Prison Reform: A Fool’s Errand

Posted on March 8, 2011


Author: Stan Moody

The vivid memory of my interaction with prisoner Sheldon Weinstein an hour or so before he died of a ruptured spleen alone in segregation has driven me over the past year to advocate for prison reform in Maine. It has been a fool’s errand – an impossible and illogical assumption that the same human rights enjoyed by those of us on the outside transfer to those on the inside.

I remember saying to prisoners a number of times, “If you are not free on the inside (meaning within yourself), you will never be free on the outside” – easy for someone who goes home every night to say.

There is little doubt that a death here or there is the unintended consequence of what we refer to as prison. Maine has had a half dozen or more within the past year or so.

It begins at orientation, where slick presentations on the dangers lurking within the prison system are punctuated by one or two events from a distant past (I recall a 20-year veteran Unit Manager emoting about urine thrown on him once by a segregated prisoner). Staff training is about power and control and maintaining both.

At the same time, administration is forever groping for politically-correct terms to soften abuses. “Jail” becomes “correctional facility”; “prison guards” become “correctional officers”; “solitary confinement” becomes “segregation”; swat-team-like takedowns become “extractions”.

The public may, in fact, have it right when it calls for locking ‘em up and throwing away the key. We do that in a sort-of civil way, the incivility of what we are doing being minimized by modern, high-tech people-processing boxes. “You can eat off the floor” is a common description of the modern prison, a place kept spotless to mask its inherent destruction of the human spirit.

Prison proponents advance the notion that prisons are intended to remove dangerous people from society, while serving as a stark warning of the consequences of committing crimes. A national recidivism and repeat offender rate of 70% suggests, however, that once you break the spirit of a person by processing him or her in a subhuman manner, you have created a repeat customer.

The moral aims of prison cannot be met under any circumstance. The longer we in the US continue to believe in such aims, the more boxes we will have to build to house our failed citizens.

Prison has become America’s socialist experiment, where in theory all are equal. In practice, with a few notable exceptions, none is permitted to chin himself up to the curb of humanity.

To impress on guards that they are dealing with human beings rather than “inmates” to be moved like pawns on a chessboard is to ask them to rise way above their pay grade by risking emotional vulnerability. Regimentation encourages staff to maintain a dehumanizing distance.

Eating, sleeping, getting meds, exercising on schedule, worshipping, learning and shuffling between those activities in 3-hour maximum segments is intended less to encourage individual strengths than to keep the masses moving and occupied.
Those who require special help, such as medical services, mental health counseling, job training and spiritual counseling often become nuisances and problems – interruptions in staff work schedules. Those staff members who are mature and professional enough to go the extra mile become part of the nuisance factor targeted for removal.

I vividly recall the warden at Maine State Prison telling me in his second attempt to get me to retreat from raising human rights issues, “You are creating a lot of chaos around here.” He outlasted me as an employee of the prison by about 4 months – “order” restored.

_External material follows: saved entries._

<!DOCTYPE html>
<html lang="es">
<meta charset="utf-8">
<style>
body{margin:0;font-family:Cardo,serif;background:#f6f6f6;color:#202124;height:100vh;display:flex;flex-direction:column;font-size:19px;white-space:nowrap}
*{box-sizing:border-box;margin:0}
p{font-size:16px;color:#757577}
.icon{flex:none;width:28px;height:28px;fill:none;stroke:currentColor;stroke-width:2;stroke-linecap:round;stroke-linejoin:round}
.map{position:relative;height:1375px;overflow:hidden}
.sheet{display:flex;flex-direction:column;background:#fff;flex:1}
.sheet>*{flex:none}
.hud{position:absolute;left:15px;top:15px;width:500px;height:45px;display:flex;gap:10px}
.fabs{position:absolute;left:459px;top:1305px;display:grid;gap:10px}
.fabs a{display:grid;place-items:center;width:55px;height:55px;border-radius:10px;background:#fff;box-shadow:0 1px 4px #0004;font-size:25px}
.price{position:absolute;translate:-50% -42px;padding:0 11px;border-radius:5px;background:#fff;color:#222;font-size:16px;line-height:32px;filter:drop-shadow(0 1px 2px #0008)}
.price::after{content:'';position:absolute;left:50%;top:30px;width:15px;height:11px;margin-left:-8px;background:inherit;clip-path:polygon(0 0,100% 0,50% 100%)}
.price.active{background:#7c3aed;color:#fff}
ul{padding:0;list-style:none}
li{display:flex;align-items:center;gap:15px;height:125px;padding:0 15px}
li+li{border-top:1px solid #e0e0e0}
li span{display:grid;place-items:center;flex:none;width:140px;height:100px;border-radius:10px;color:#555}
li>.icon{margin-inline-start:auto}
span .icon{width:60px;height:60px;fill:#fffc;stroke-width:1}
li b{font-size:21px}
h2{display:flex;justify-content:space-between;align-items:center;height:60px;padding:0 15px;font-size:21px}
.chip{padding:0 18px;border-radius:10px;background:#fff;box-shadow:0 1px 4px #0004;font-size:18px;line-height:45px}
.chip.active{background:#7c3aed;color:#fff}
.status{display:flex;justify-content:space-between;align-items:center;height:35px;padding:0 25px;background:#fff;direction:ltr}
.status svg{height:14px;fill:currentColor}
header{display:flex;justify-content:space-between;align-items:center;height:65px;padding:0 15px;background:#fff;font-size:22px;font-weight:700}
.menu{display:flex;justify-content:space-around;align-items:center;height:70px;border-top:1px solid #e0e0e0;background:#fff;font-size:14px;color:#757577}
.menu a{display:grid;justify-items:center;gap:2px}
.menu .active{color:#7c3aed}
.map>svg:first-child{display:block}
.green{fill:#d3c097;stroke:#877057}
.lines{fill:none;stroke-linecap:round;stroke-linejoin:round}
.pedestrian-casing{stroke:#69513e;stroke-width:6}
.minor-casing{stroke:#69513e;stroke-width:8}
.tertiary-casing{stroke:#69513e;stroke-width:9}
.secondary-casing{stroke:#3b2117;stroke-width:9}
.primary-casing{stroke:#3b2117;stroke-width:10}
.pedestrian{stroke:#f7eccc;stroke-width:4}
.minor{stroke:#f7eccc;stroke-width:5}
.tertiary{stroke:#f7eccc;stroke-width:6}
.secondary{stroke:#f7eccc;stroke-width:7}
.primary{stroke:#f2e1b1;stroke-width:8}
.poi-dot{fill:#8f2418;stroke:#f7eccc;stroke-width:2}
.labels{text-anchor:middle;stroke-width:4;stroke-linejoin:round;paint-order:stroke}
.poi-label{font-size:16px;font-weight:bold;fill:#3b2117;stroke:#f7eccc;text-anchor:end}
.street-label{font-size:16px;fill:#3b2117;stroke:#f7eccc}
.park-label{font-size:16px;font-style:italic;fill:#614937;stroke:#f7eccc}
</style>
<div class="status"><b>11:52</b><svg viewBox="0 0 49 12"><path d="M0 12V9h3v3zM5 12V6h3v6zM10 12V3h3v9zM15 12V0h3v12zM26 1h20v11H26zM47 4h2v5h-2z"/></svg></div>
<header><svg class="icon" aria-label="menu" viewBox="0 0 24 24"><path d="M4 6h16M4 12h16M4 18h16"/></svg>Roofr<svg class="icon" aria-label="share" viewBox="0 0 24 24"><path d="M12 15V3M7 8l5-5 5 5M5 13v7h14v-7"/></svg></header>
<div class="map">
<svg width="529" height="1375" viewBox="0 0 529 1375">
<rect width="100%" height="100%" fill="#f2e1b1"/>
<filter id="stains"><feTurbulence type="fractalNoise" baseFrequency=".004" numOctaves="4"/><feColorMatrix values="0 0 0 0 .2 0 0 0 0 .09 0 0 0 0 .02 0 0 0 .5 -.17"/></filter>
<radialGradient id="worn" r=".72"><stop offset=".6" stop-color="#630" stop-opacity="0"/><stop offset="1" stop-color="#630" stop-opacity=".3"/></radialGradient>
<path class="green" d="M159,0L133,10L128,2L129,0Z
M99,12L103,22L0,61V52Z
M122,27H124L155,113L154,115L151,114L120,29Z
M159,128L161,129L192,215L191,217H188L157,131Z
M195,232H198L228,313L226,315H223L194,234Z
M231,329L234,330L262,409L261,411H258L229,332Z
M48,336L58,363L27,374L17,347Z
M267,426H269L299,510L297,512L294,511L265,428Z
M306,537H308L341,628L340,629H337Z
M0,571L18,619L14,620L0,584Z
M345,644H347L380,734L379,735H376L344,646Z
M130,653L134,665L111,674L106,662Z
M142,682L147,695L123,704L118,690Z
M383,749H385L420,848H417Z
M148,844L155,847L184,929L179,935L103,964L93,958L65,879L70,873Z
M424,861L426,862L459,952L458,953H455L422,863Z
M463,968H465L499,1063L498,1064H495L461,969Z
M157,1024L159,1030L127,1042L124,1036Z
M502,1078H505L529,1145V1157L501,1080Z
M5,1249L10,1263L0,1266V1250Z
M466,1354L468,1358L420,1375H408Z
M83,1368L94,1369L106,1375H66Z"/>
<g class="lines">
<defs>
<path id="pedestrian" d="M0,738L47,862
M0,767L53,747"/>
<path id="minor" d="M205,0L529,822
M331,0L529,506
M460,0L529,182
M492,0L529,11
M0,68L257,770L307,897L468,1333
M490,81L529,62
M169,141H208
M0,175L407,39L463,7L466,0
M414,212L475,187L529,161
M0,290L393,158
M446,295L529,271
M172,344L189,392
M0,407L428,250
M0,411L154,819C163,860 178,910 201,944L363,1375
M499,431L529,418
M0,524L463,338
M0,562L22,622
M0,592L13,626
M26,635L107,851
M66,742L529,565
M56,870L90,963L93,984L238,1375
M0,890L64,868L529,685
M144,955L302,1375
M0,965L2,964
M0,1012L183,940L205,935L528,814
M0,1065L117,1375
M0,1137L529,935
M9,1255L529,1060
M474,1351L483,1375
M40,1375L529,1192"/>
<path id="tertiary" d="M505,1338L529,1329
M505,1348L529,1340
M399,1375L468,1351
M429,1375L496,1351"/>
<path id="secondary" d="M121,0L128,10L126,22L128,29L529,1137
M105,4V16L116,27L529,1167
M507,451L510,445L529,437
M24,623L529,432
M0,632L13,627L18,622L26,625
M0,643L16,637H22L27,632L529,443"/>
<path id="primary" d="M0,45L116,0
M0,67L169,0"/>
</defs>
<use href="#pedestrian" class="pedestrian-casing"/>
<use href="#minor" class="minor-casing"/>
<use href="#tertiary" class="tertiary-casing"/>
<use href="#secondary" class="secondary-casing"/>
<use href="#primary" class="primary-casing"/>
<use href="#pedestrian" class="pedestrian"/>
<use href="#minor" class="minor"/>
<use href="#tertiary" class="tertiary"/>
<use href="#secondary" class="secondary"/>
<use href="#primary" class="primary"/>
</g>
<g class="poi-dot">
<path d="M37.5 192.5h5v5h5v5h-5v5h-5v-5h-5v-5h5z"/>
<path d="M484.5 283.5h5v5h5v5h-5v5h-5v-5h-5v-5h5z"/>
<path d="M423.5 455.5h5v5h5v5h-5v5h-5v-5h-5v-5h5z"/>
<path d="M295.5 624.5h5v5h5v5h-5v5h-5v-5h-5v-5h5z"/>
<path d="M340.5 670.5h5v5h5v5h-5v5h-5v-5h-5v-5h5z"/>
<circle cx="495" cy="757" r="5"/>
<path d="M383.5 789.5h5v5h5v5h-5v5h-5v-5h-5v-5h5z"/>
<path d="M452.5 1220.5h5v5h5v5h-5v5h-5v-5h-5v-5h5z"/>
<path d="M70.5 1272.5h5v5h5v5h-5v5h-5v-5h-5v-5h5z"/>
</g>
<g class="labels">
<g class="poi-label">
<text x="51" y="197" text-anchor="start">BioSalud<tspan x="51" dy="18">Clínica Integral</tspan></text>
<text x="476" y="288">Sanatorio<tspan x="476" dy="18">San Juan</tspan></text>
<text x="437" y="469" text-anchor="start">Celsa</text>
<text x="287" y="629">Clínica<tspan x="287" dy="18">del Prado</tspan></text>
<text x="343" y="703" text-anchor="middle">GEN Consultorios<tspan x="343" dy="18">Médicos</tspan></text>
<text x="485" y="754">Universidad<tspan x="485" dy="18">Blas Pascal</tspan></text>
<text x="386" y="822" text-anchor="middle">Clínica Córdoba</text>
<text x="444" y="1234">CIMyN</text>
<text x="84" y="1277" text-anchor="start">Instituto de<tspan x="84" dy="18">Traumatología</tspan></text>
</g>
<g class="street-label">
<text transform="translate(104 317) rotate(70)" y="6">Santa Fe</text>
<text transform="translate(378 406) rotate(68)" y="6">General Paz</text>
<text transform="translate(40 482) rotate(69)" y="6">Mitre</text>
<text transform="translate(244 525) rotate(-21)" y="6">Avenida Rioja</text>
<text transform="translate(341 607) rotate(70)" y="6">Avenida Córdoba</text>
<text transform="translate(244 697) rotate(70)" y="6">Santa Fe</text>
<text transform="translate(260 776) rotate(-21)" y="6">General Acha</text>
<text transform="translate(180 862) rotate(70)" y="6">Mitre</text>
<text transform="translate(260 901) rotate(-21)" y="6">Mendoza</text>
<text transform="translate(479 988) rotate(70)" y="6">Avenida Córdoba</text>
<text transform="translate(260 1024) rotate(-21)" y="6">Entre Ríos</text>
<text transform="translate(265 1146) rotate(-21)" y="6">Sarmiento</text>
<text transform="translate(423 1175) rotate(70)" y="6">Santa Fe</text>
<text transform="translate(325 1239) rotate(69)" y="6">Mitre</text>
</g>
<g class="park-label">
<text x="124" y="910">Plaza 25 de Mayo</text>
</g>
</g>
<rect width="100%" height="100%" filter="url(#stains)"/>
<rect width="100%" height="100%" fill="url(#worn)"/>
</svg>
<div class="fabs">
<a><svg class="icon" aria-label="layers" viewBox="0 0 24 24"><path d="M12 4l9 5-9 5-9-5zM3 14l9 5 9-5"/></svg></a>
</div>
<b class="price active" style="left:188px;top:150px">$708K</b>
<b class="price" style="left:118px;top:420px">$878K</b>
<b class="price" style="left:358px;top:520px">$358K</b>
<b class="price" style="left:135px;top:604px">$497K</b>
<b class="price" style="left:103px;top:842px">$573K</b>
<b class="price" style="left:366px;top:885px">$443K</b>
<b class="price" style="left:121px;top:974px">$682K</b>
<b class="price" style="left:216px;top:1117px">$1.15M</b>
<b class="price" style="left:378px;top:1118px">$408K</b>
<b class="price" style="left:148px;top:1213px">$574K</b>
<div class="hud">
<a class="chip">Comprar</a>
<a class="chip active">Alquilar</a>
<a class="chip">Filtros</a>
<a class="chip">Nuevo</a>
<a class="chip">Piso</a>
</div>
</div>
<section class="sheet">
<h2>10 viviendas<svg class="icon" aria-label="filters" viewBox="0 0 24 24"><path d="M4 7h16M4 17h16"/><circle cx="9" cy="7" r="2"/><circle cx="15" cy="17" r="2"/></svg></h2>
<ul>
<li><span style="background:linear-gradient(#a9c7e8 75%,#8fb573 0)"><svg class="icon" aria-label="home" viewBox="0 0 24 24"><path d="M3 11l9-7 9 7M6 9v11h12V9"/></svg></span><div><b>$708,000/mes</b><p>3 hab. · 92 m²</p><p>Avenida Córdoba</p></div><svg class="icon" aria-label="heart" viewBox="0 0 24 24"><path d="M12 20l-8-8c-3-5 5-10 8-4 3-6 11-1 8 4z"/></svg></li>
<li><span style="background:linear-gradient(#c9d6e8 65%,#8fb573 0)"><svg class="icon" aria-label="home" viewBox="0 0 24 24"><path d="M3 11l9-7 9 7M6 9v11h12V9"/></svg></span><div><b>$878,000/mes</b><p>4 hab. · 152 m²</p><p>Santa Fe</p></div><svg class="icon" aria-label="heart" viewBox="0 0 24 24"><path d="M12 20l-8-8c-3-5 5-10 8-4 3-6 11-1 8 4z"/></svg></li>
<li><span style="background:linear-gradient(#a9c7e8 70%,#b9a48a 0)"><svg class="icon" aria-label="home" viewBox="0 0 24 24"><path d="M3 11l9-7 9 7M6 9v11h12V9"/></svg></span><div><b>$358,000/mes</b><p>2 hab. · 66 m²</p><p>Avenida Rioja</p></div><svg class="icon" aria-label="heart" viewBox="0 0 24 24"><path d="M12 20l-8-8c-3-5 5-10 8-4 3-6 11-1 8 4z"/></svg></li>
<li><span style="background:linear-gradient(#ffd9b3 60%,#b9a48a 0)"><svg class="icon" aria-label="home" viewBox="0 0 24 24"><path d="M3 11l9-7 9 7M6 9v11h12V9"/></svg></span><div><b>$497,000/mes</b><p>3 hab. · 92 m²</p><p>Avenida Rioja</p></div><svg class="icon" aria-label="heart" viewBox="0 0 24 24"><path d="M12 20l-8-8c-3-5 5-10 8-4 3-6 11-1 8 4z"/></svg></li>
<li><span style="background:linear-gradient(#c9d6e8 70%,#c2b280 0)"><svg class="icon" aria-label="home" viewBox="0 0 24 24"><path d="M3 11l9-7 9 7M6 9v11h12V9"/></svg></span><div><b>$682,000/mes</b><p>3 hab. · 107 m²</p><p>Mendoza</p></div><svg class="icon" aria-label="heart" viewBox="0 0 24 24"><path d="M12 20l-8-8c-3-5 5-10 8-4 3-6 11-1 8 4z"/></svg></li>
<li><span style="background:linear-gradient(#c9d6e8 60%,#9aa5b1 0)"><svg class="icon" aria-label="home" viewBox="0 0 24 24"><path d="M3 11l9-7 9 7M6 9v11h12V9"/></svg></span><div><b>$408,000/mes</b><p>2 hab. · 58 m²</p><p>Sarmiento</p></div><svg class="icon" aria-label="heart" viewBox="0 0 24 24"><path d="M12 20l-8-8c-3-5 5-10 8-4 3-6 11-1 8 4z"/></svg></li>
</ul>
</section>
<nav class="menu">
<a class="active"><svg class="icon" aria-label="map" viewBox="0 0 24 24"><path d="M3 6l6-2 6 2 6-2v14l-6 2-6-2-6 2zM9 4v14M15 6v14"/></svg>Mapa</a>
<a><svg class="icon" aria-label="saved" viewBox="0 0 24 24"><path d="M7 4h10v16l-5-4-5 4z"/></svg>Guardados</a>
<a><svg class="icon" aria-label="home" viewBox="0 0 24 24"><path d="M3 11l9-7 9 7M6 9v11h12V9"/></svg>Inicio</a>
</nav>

Prison strips staff and prisoners alike of human agency. It creates classes of people who become incapable of functioning in society where more decisions are required than when to turn off the light, go to the bathroom or stand watch on the “mile”.

It is a place where those who are housed and where those who work can succeed only by operating beneath the radar of policies and procedures to interject their own brands of entrepreneurship, thereby to feel human and alive.

The only place for reform is with those about to go in for the first time and those who have recently been released – bail, probation and parole.

Reduce the recidivism and reoffending rates to 20% through reclamation on the outside, and we can bulldoze half of America’s prisons thereafter in 5 years.